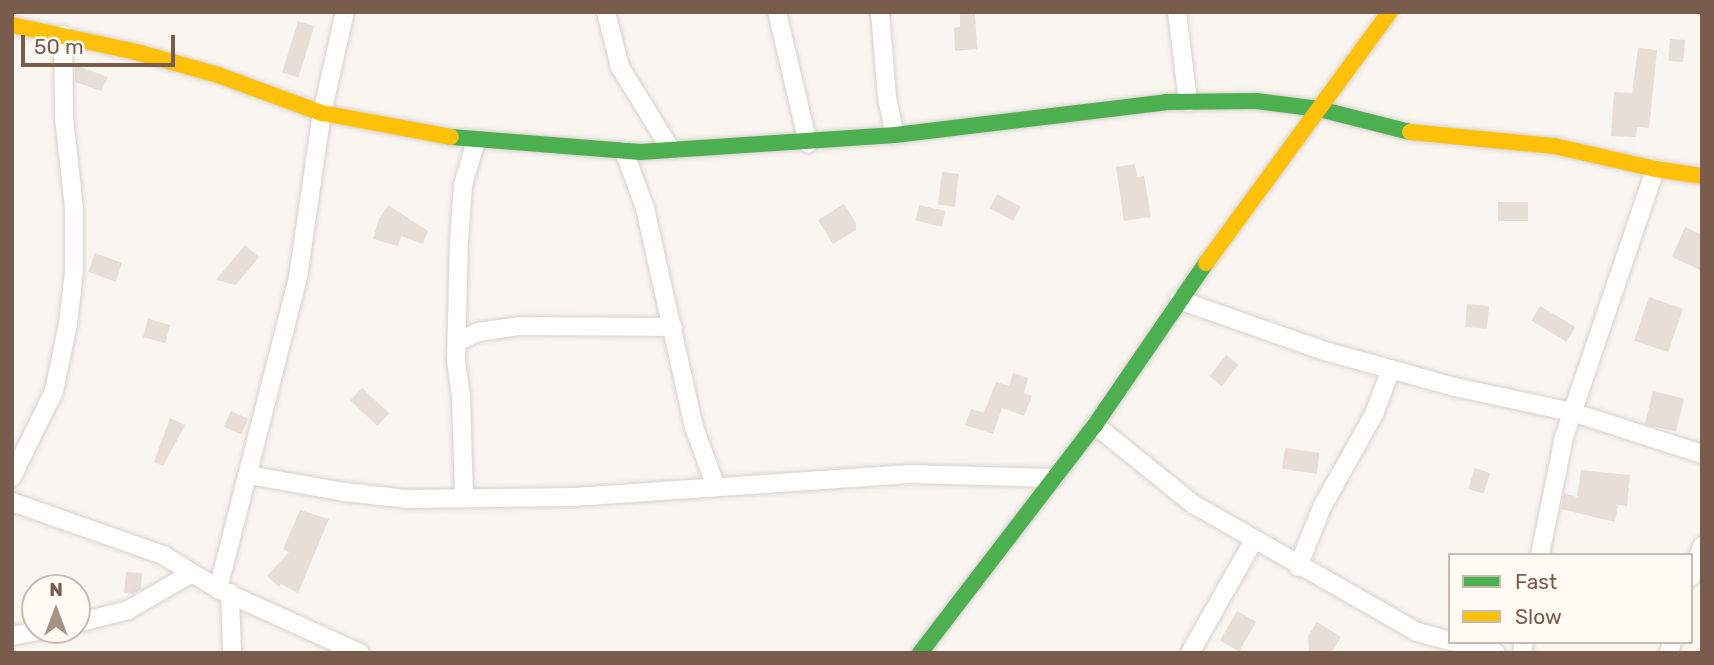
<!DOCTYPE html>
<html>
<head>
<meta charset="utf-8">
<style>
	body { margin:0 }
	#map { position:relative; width:1714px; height:665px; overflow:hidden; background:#f9f5f0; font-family:Rubik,sans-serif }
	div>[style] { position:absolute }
	.building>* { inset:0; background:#e6ded7; transform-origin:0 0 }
	.roads { filter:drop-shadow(0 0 2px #d7d1cb) drop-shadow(0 0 2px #d7d1cb) }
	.street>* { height:18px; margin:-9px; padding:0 9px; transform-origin:9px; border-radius:9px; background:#fefefd }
	.fast>* { height:16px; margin:-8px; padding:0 8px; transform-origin:8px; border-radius:8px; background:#4caf50 }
	.slow>* { height:16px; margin:-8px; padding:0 8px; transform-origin:8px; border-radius:8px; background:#ffc107 }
	span { translate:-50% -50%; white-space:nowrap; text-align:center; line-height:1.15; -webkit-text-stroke:6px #fffaf3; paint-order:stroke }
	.frame { position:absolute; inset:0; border:14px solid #7a5c4d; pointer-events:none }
	.legend { position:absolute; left:1448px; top:553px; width:245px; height:91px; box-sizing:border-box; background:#fffaf3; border:2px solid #cabbb1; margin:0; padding:9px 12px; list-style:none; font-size:21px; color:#7a5c4d }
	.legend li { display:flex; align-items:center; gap:14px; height:35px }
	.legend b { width:35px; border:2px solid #cabbb1 }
	.north { position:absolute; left:21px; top:574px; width:70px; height:70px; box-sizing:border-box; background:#fffaf3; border:2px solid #cabbb1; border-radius:50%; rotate:0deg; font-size:19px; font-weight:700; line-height:28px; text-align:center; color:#7a5c4d }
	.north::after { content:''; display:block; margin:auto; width:24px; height:32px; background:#a69286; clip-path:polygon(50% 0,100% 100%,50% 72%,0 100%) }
	.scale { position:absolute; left:21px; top:35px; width:154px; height:32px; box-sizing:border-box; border:4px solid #7a5c4d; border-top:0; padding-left:9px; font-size:21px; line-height:24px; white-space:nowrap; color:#7a5c4d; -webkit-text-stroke:5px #fffaf3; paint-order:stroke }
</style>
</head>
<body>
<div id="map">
	<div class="building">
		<i style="clip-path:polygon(960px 12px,975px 12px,977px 49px,955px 51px,954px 28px,960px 27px)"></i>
		<i style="left:298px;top:21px;width:17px;height:54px;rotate:17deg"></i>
		<i style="left:1670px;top:39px;width:15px;height:22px;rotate:4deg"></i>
		<i style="clip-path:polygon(1638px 48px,1657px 50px,1649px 128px,1637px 127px,1636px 137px,1611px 136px,1614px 92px,1632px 93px)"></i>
		<i style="clip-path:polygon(75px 65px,108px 77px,101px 91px,75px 82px)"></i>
		<i style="clip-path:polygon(1135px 164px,1137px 177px,1144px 176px,1151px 217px,1124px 221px,1116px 167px)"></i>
		<i style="left:942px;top:172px;width:17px;height:33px;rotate:7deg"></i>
		<i style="left:997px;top:194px;width:27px;height:16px;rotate:28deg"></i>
		<i style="left:1528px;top:202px;width:19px;height:30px;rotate:90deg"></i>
		<i style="clip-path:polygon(844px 204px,856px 223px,856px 230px,833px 244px,818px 220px)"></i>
		<i style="clip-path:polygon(388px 205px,428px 231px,423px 244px,401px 236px,398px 246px,373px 239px,379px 219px)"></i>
		<i style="left:919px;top:205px;width:27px;height:16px;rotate:13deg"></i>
		<i style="clip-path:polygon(1685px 227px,1702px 235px,1702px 271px,1672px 257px)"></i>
		<i style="clip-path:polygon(245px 245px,259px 257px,236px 285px,216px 280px)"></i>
		<i style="left:95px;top:253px;width:29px;height:20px;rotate:20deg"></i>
		<i style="left:1649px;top:297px;width:36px;height:46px;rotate:19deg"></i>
		<i style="left:1467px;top:304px;width:22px;height:23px;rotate:5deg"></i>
		<i style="left:1540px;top:306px;width:41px;height:17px;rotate:31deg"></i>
		<i style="left:148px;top:319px;width:23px;height:19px;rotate:15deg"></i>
		<i style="left:1226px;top:355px;width:16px;height:27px;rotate:38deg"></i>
		<i style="clip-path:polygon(1013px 373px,1028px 378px,1024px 393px,1032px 396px,1024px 416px,1002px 408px,993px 434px,965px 425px,971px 409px,984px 413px,996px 382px,1009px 386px)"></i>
		<i style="left:362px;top:388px;width:37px;height:17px;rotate:43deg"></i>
		<i style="left:1653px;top:391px;width:32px;height:34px;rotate:14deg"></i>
		<i style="left:231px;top:411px;width:19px;height:17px;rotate:25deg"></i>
		<i style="clip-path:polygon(170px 418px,185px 425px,163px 466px,154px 462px)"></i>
		<i style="left:1285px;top:448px;width:35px;height:21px;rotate:8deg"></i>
		<i style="left:1475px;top:468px;width:16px;height:22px;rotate:18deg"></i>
		<i style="clip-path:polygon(1581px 470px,1630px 475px,1627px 506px,1618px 505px,1615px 522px,1561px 509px,1564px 493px,1577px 497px)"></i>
		<i style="clip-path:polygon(300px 510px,329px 519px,298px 593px,281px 584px,279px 587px,267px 576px,289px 552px,283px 549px)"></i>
		<i style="clip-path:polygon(126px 572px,142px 573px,141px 589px,133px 594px,124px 593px)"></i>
		<i style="left:1237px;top:611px;width:22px;height:34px;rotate:30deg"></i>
		<i style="clip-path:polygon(1317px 622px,1341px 637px,1331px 653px,1309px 653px,1308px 636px)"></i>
	</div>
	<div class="roads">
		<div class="street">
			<i style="left:606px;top:12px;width:57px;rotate:75.7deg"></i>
			<i style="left:620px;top:67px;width:97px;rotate:58.4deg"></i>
			<i style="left:777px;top:12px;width:135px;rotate:76.7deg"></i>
			<i style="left:880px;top:12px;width:86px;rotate:85.3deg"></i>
			<i style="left:887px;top:98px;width:38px;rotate:78deg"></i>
			<i style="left:1177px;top:12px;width:91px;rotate:83deg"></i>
			<i style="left:624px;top:151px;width:61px;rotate:69.8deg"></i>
			<i style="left:645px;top:208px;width:224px;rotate:77.4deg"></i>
			<i style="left:694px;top:427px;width:64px;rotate:69.9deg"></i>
			<i style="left:1179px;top:300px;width:155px;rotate:19.3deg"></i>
			<i style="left:1325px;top:351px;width:135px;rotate:15.5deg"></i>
			<i style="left:1455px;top:387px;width:120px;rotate:12.1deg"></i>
			<i style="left:1572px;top:412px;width:137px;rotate:17.9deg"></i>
			<i style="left:457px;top:342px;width:23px;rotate:-25deg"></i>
			<i style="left:478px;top:332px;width:42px;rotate:-8.1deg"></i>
			<i style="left:520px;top:326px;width:153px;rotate:0.4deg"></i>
			<i style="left:1095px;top:425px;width:126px;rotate:38.9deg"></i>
			<i style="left:1193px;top:504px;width:258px;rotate:29.7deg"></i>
			<i style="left:1417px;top:632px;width:34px;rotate:15deg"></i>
			<i style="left:249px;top:475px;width:97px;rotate:10.1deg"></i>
			<i style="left:344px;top:492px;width:63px;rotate:6.3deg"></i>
			<i style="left:407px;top:499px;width:167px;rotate:-0.7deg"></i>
			<i style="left:574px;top:497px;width:337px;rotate:-3.9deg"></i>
			<i style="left:910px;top:474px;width:145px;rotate:1.6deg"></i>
			<i style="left:12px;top:477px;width:96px;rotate:-64deg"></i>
			<i style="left:54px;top:391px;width:68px;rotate:-78.2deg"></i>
			<i style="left:68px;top:324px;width:52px;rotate:-83.4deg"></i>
			<i style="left:74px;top:272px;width:64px;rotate:-90deg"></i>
			<i style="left:74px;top:208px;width:91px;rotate:-96.3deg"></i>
			<i style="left:64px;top:118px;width:83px;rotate:-90.7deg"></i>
			<i style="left:464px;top:498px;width:102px;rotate:-91.7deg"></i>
			<i style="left:461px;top:396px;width:36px;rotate:-98deg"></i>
			<i style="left:456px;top:360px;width:119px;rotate:-88.6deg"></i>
			<i style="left:459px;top:241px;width:56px;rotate:-85.9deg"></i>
			<i style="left:463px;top:185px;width:46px;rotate:-73.5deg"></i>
			<i style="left:12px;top:502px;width:160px;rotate:19.3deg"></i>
			<i style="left:163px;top:555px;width:65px;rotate:31.7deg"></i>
			<i style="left:218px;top:589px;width:156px;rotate:24.3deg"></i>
			<i style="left:1540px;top:555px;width:120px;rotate:-78.5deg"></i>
			<i style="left:1564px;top:437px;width:283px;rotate:-71.2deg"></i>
			<i style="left:1298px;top:567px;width:65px;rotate:-68.2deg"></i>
			<i style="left:1322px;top:507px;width:107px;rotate:-60.8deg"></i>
			<i style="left:1374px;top:414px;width:48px;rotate:-69.3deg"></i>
			<i style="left:1691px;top:577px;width:33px;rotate:-70deg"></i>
			<i style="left:218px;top:589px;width:322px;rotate:-75.6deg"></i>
			<i style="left:298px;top:277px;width:166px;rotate:-81.7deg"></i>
			<i style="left:322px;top:113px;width:104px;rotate:-77.2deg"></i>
			<i style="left:230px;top:593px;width:60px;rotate:88.1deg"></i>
			<i style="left:77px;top:623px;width:53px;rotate:-14.3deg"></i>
			<i style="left:128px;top:610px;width:74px;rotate:-30deg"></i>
			<i style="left:12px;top:636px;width:32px;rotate:-11deg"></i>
			<i style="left:1456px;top:642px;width:41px;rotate:15.4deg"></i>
			<i style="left:1190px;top:653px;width:130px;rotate:-60.5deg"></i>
			<i style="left:1522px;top:653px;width:11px;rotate:-80deg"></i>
			<i style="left:1669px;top:653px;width:11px;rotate:-75deg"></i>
		</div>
		<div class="fast">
			<i style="left:451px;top:137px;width:190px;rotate:4.5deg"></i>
			<i style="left:640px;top:152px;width:256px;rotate:-3.8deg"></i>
			<i style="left:895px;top:135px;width:273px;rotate:-6.9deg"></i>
			<i style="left:1166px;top:102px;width:90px;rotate:-0.6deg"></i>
			<i style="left:1256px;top:101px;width:64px;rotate:7.2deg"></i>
			<i style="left:1319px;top:109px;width:94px;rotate:14.2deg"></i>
			<i style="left:920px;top:653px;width:287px;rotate:-52.5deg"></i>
			<i style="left:1095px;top:425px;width:196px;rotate:-55.6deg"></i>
		</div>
		<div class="slow">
			<i style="left:12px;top:25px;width:131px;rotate:12.3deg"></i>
			<i style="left:140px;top:53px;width:81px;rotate:15.8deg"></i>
			<i style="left:218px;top:75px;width:111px;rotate:20.1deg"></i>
			<i style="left:322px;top:113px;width:131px;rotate:10.5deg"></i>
			<i style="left:1410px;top:132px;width:145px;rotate:5.6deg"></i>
			<i style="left:1554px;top:146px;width:104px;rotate:12.8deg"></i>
			<i style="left:1655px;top:169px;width:48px;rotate:8.5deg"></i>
			<i style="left:1206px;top:263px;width:311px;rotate:-53.8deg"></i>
		</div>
	</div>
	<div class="frame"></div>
	<ul class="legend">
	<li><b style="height:9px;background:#4caf50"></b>Fast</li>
	<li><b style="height:9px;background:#ffc107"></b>Slow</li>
	</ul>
	<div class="north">N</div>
	<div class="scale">50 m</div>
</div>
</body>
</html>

===

Give back the material exactly as written, from its first line to the line that contains "filter:drop-shadow(0 0 2px", and leave out the pictures.

<!DOCTYPE html>
<html>
<head>
<meta charset="utf-8">
<style>
	body { margin:0 }
	#map { position:relative; width:1714px; height:665px; overflow:hidden; background:#f9f5f0; font-family:Rubik,sans-serif }
	div>[style] { position:absolute }
	.building>* { inset:0; background:#e6ded7; transform-origin:0 0 }
	.roads { filter:drop-shadow(0 0 2px #d7d1cb) drop-shadow(0 0 2px #d7d1cb) }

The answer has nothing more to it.